## EXERCISE BRIEF
Using the entries that follow, write out the line containing "Map reading. Read", the line containing "Input: one rendered map. Describe", and every line between them, exactly and nothing else.

BEGIN DATA SUPPLIED

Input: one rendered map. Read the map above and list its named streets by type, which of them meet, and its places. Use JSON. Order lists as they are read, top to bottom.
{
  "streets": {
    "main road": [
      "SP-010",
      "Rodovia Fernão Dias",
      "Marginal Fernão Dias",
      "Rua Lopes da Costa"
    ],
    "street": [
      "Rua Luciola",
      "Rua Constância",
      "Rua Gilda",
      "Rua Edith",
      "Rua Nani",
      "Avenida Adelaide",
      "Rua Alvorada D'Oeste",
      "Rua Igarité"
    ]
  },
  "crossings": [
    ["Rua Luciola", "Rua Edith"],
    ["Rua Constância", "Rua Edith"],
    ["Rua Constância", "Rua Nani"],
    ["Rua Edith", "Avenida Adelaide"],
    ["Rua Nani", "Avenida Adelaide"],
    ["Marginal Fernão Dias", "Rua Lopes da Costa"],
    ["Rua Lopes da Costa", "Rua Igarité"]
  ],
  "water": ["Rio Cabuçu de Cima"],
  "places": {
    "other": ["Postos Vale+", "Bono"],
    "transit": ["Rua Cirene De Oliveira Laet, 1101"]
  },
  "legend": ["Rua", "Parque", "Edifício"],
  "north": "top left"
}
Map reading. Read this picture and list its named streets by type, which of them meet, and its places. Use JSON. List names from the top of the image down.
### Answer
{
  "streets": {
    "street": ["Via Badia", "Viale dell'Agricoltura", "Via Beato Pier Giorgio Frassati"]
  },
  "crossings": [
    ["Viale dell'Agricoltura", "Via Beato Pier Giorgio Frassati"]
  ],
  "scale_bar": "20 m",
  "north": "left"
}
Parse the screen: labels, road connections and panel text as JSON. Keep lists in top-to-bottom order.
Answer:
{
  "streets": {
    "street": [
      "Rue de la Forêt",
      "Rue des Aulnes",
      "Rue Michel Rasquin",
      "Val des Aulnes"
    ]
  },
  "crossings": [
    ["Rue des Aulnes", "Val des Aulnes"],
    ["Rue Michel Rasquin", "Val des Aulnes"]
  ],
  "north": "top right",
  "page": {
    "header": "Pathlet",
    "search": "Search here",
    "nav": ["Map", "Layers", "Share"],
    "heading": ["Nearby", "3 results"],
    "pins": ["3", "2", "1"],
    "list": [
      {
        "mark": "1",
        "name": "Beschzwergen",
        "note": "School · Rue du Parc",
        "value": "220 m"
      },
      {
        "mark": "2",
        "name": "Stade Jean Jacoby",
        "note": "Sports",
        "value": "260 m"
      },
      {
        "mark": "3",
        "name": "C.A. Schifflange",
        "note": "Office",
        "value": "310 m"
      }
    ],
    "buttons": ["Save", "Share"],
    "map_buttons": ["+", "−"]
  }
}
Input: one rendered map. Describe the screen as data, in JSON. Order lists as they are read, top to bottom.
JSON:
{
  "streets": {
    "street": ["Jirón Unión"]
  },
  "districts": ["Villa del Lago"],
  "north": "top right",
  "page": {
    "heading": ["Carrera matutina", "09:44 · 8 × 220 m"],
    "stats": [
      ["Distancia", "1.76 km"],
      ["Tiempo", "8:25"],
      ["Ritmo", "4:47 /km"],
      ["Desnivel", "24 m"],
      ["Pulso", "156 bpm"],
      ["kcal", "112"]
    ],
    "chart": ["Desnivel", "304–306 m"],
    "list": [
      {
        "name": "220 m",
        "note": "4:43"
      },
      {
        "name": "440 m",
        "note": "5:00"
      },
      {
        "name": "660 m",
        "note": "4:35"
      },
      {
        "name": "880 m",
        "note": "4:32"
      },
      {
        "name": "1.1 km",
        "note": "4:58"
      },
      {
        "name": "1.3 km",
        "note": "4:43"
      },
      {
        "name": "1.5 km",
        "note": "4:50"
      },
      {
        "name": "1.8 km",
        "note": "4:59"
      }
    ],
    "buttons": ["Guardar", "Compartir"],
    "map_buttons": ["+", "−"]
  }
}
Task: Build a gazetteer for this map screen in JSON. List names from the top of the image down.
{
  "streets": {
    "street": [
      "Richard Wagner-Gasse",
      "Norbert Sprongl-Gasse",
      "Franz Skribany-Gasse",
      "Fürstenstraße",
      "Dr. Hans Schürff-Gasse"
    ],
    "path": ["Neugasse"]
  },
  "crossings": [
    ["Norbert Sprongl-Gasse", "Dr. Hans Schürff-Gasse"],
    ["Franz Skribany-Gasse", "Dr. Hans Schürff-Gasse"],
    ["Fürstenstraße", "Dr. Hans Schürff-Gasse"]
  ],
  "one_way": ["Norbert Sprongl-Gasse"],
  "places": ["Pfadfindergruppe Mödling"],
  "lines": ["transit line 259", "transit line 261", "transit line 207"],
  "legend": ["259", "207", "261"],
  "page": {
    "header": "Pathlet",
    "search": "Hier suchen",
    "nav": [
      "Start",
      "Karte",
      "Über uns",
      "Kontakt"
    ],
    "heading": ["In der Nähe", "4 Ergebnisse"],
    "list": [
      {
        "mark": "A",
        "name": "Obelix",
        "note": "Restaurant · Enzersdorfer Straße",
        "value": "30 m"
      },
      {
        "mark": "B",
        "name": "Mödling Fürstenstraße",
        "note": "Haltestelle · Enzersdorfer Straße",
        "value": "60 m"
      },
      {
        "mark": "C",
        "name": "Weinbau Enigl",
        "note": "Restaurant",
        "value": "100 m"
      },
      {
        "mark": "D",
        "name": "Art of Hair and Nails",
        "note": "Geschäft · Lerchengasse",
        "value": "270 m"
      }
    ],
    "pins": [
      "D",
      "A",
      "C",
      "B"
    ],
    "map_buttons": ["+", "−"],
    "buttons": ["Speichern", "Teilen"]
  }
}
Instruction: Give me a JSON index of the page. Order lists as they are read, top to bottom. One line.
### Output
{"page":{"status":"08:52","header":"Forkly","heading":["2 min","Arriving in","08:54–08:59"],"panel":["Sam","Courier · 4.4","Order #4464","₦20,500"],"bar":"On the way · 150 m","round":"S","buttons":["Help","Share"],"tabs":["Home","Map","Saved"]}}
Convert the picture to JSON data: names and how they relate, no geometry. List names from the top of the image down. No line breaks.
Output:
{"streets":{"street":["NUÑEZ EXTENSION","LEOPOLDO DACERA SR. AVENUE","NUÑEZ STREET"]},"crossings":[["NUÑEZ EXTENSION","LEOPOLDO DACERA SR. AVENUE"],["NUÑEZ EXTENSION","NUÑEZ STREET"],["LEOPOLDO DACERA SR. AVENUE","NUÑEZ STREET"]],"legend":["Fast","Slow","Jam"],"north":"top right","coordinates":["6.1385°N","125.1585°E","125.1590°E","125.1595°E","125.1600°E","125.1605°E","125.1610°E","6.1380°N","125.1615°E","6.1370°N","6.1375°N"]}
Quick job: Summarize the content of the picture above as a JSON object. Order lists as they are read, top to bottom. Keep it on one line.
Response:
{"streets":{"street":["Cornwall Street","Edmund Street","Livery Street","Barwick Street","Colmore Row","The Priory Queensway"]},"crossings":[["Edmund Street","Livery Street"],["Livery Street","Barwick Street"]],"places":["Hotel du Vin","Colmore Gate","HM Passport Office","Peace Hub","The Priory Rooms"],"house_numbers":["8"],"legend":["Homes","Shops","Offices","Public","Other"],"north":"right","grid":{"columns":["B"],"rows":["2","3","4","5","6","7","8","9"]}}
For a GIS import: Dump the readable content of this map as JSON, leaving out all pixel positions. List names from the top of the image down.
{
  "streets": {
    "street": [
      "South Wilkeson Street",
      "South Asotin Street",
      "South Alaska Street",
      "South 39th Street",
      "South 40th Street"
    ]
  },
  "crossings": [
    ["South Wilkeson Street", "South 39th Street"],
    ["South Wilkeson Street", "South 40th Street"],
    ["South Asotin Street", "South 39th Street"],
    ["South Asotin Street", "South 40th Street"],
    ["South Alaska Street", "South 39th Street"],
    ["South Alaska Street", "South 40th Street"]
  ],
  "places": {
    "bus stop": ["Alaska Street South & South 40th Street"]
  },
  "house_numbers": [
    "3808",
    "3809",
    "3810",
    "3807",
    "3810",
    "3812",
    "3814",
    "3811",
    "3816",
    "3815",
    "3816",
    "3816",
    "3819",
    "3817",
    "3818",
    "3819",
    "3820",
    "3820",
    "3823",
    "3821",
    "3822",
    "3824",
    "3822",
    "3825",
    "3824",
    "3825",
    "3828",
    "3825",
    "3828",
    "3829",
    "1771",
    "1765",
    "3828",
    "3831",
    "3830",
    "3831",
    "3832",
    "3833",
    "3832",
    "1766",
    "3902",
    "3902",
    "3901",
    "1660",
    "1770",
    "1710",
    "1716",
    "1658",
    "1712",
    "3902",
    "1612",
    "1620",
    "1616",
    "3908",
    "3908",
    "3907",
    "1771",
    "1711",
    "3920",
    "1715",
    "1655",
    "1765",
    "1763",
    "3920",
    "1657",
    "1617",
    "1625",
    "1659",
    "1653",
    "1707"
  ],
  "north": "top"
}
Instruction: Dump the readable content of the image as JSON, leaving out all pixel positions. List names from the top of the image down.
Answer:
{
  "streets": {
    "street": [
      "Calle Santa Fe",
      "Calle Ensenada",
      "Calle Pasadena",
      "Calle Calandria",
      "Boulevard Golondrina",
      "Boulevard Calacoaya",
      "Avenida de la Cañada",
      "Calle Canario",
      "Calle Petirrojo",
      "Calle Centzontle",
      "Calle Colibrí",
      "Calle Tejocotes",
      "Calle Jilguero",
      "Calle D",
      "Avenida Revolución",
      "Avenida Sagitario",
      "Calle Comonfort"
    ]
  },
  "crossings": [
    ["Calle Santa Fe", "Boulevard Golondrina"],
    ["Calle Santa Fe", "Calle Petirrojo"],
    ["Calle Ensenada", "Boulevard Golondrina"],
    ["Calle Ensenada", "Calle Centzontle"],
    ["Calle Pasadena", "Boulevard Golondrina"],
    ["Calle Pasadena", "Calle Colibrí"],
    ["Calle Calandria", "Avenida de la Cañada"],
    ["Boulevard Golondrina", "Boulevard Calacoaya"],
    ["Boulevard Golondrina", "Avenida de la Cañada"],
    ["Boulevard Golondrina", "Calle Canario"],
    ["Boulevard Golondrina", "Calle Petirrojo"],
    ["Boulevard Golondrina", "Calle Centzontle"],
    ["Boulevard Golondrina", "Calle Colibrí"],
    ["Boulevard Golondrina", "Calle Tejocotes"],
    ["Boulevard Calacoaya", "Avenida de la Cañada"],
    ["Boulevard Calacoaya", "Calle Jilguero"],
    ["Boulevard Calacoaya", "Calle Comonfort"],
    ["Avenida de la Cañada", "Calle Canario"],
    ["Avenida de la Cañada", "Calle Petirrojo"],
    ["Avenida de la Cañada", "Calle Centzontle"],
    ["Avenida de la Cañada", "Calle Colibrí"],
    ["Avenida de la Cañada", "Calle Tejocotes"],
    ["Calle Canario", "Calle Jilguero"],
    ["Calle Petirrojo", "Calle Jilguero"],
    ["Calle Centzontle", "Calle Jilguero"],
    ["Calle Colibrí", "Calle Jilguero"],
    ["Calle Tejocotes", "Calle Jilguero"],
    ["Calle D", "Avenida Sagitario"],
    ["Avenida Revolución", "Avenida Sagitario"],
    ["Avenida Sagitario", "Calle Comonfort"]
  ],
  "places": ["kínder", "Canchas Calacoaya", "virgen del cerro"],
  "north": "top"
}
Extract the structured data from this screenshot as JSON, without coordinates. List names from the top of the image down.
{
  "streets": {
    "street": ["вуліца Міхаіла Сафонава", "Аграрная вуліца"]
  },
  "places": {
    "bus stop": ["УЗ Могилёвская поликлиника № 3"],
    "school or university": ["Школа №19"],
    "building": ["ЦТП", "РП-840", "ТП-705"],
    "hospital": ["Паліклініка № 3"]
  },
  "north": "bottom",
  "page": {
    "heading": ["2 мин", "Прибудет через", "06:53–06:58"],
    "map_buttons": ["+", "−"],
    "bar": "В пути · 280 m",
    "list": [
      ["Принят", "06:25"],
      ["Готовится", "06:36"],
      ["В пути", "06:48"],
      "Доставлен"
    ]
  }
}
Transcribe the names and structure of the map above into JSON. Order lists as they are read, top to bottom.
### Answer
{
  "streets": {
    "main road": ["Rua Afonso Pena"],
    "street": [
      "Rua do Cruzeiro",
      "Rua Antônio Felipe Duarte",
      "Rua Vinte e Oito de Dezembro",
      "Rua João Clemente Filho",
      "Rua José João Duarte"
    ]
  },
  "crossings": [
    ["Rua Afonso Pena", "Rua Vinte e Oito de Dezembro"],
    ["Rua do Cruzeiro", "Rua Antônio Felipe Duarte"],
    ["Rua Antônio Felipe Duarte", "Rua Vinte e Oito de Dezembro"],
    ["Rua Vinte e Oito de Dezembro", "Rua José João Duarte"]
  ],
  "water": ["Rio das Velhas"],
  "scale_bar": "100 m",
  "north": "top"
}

END DATA SUPPLIED

## ANSWER
Map reading. Read this picture and list its named streets by type, which of them meet, and its places. Use JSON. List names from the top of the image down.
### Answer
{
  "streets": {
    "street": ["Via Badia", "Viale dell'Agricoltura", "Via Beato Pier Giorgio Frassati"]
  },
  "crossings": [
    ["Viale dell'Agricoltura", "Via Beato Pier Giorgio Frassati"]
  ],
  "scale_bar": "20 m",
  "north": "left"
}
Parse the screen: labels, road connections and panel text as JSON. Keep lists in top-to-bottom order.
Answer:
{
  "streets": {
    "street": [
      "Rue de la Forêt",
      "Rue des Aulnes",
      "Rue Michel Rasquin",
      "Val des Aulnes"
    ]
  },
  "crossings": [
    ["Rue des Aulnes", "Val des Aulnes"],
    ["Rue Michel Rasquin", "Val des Aulnes"]
  ],
  "north": "top right",
  "page": {
    "header": "Pathlet",
    "search": "Search here",
    "nav": ["Map", "Layers", "Share"],
    "heading": ["Nearby", "3 results"],
    "pins": ["3", "2", "1"],
    "list": [
      {
        "mark": "1",
        "name": "Beschzwergen",
        "note": "School · Rue du Parc",
        "value": "220 m"
      },
      {
        "mark": "2",
        "name": "Stade Jean Jacoby",
        "note": "Sports",
        "value": "260 m"
      },
      {
        "mark": "3",
        "name": "C.A. Schifflange",
        "note": "Office",
        "value": "310 m"
      }
    ],
    "buttons": ["Save", "Share"],
    "map_buttons": ["+", "−"]
  }
}
Input: one rendered map. Describe the screen as data, in JSON. Order lists as they are read, top to bottom.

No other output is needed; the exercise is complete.